「店舗ごとに接客品質にバラつきがある…。」とお悩みではありませんか?
接客は飲食店の評判を左右する重要な要素です。
従業員の接客品質を高水準にするためには、接客マニュアルが欠かせません。接客マニュアルを作ることで、お客様に喜ばれる飲食店経営ができ、従業員の入れ替わりにも対応できるようになります。

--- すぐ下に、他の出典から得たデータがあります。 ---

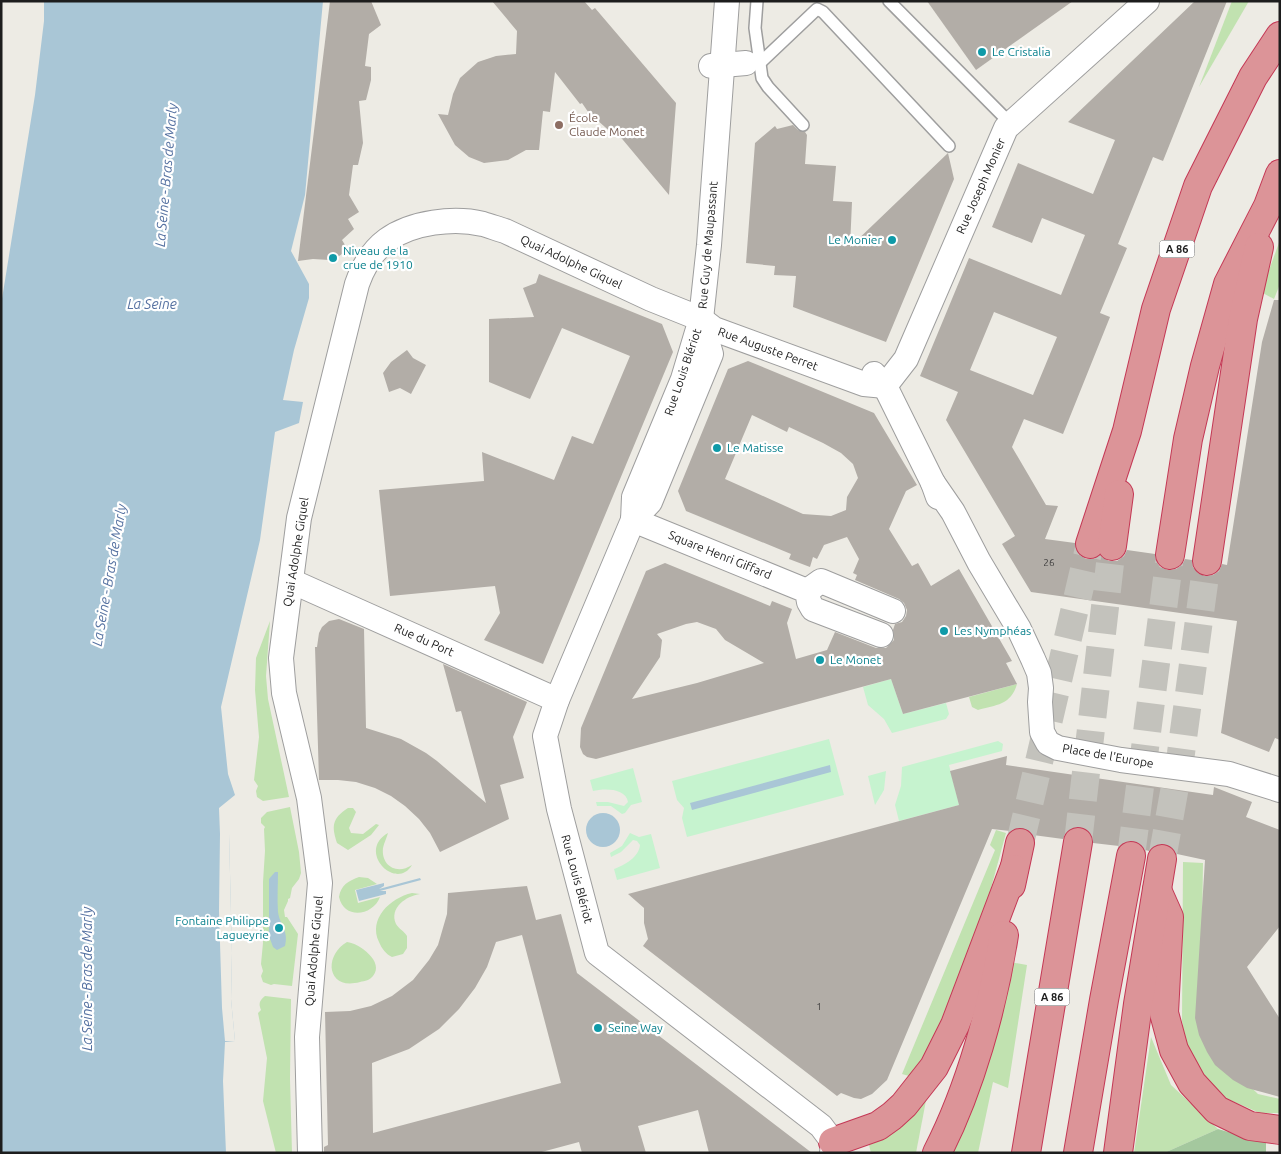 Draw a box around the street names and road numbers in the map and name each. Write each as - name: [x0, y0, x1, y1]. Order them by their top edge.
- street label: Rue Joseph Monier: [954, 135, 1008, 236]
- street label: Rue Guy de Maupassant: [695, 180, 720, 309]
- street label: Quai Adolphe Giquel: [518, 232, 624, 291]
- road number: A 86: [1160, 240, 1194, 258]
- street label: Rue Auguste Perret: [716, 324, 820, 373]
- street label: Rue Louis Blériot: [662, 326, 704, 417]
- street label: Quai Adolphe Giquel: [280, 496, 311, 608]
- street label: Square Henri Giffard: [667, 528, 774, 581]
- street label: Rue du Port: [392, 621, 456, 659]
- street label: Place de l'Europe: [1061, 741, 1155, 770]
- street label: Rue Louis Blériot: [559, 833, 596, 925]
- street label: Quai Adolphe Giquel: [302, 895, 325, 1007]
- road number: A 86: [1034, 989, 1070, 1006] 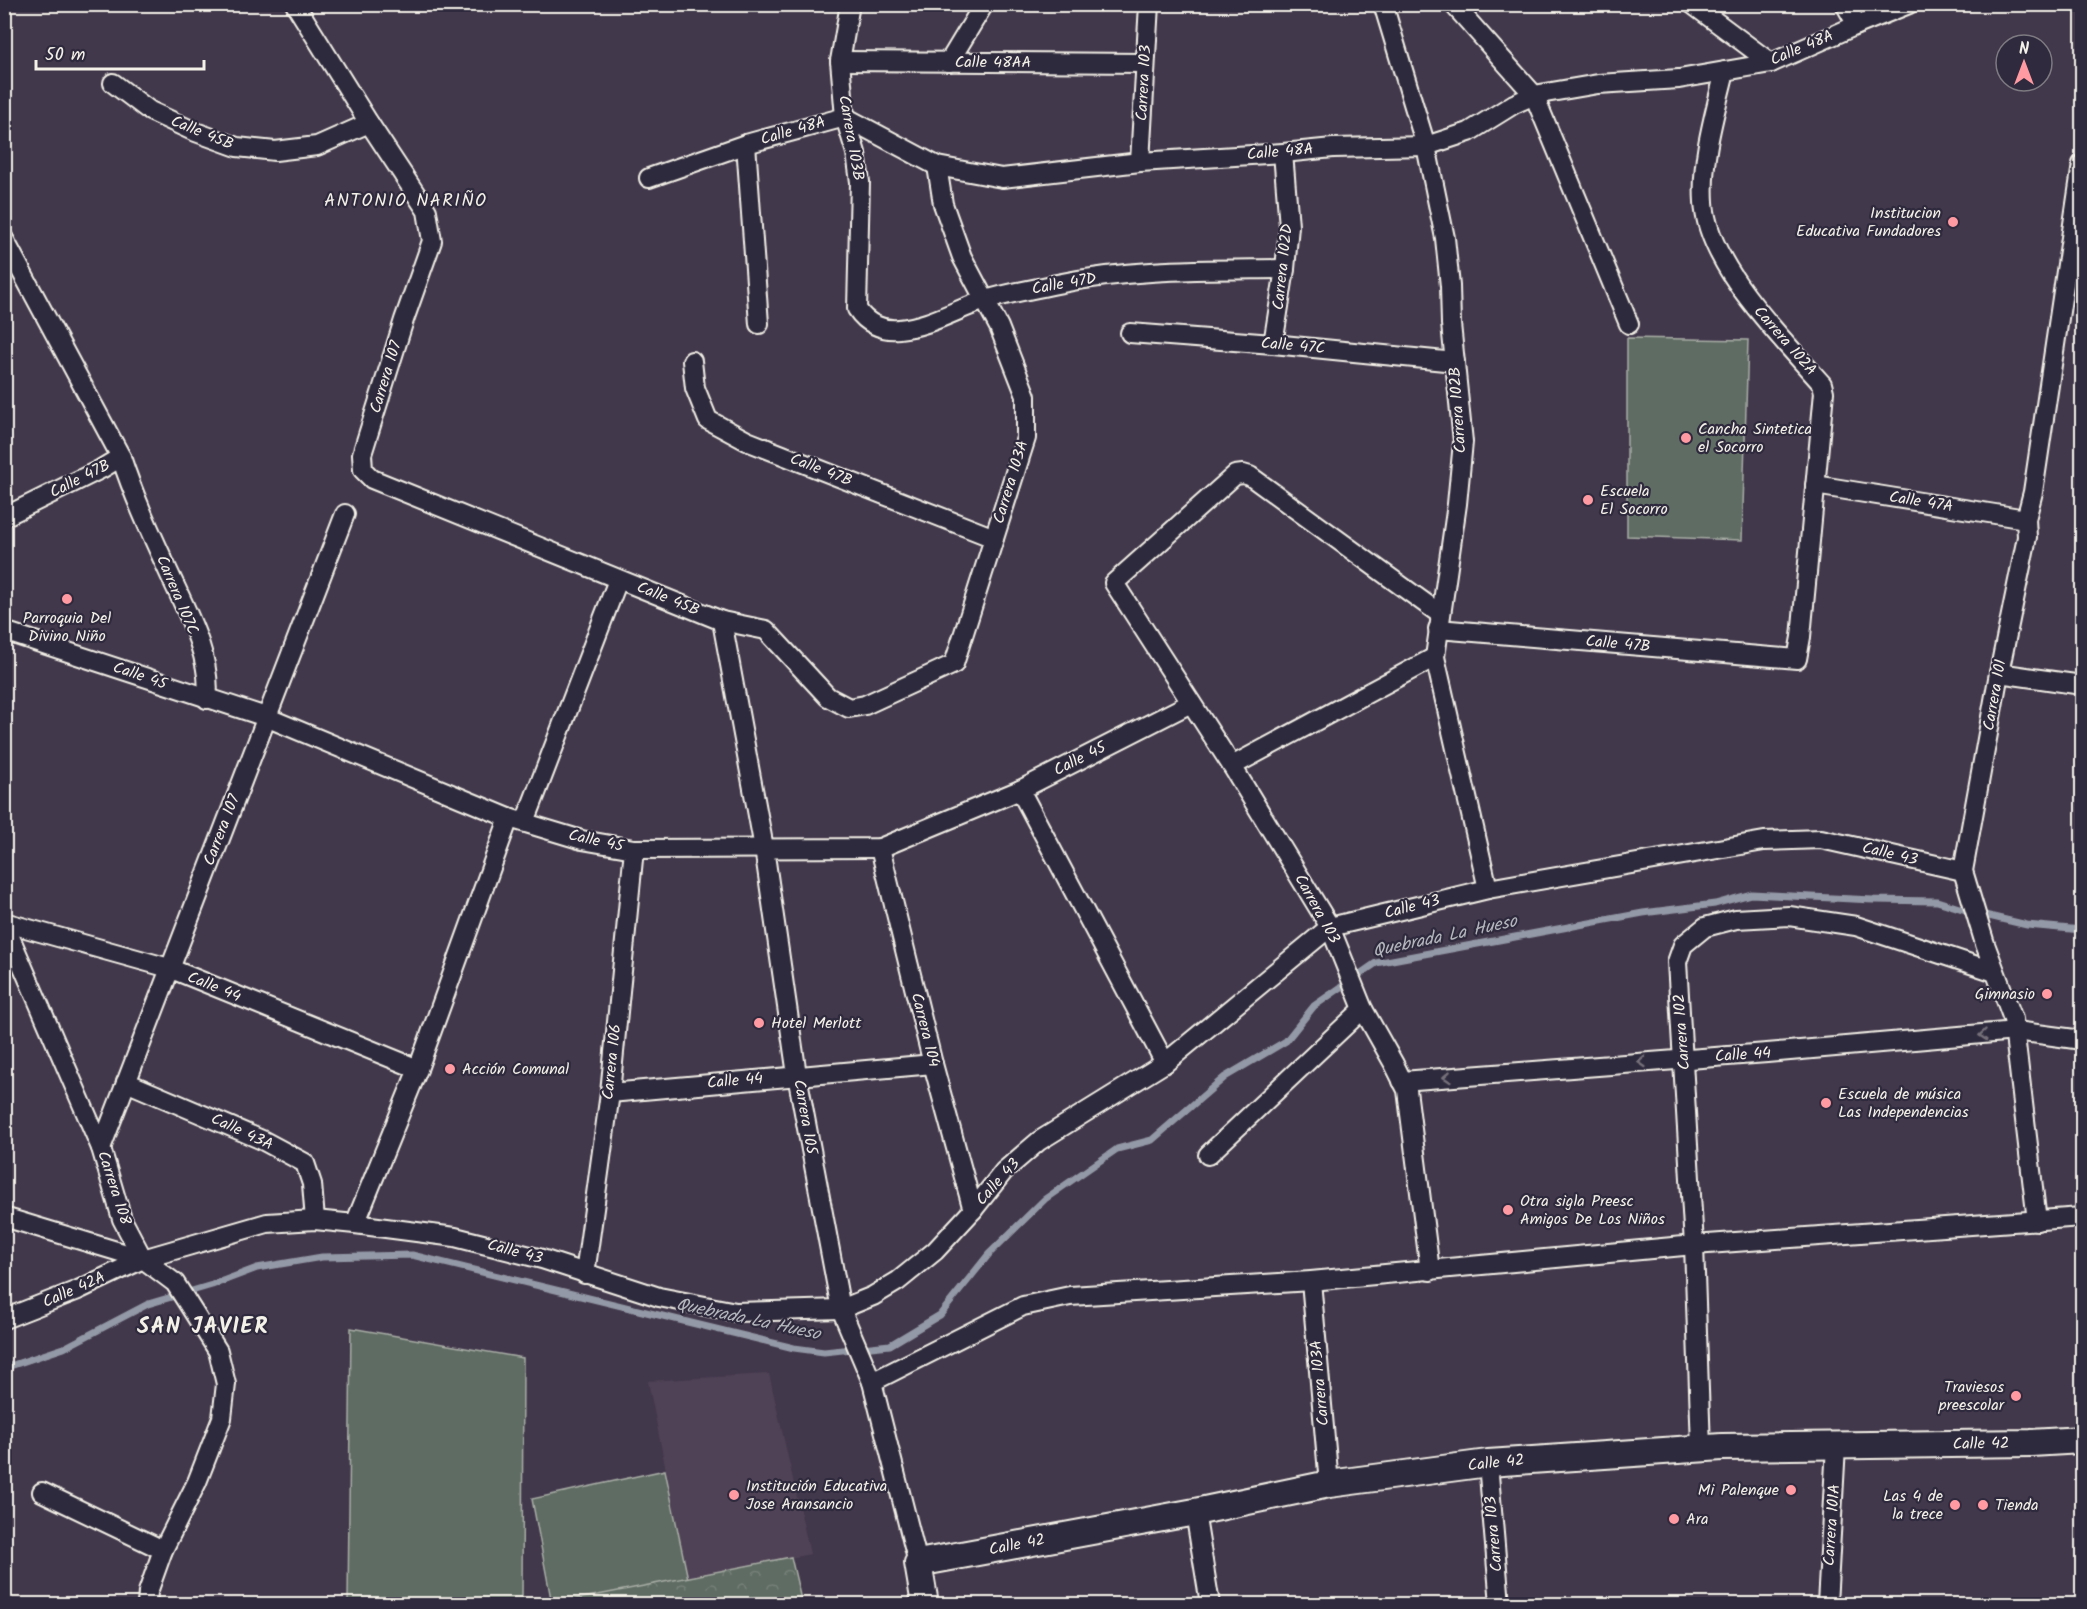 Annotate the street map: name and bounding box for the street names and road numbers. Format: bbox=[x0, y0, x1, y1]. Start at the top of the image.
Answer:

この記事では飲食店における接客マニュアルの作り方をわかりやすく解説します。
お客様に喜ばれるマナーと言葉使いにも触れますので、ぜひ接客マニュアル作りの参考にしてください。
飲食店で接客マニュアルが必要な理由
飲食店で数多くあるマニュアルの中でも接客マニュアルは必要不可欠です。主な理由は以下が挙げられます。
- お客様の満足度を上げられる
- 接客品質を平準化できる
- 新しいスタッフの教育期間を短縮できる
それぞれを少し詳しく確認していきましょう。
お客様の満足度を上げられる
飲食店を繁盛店にしていこうと思えば、接客品質を向上させることが大切です。接客マニュアルがあれば、接客品質を一定レベル以上に保てます。
日本人は接客に対する期待値が高いことで有名です。消費者庁の調査によると、商品やサービスを選ぶ際に、約9割の人が「接客態度を意識する」と回答しています。
参照:消費者庁「消費者問題の動向と消費者意識・行動」図表I-1-6-25
いくら美味しい料理やドリンクを提供しても、接客品質が伴っていなければ、お客様には選ばれないでしょう。接客マニュアルを活用して、接客品質を保つことが大切です。
接客品質を平準化できる
アルバイトやパートスタッフが多い飲食店では、接客マニュアルで基準を設けることが大切です。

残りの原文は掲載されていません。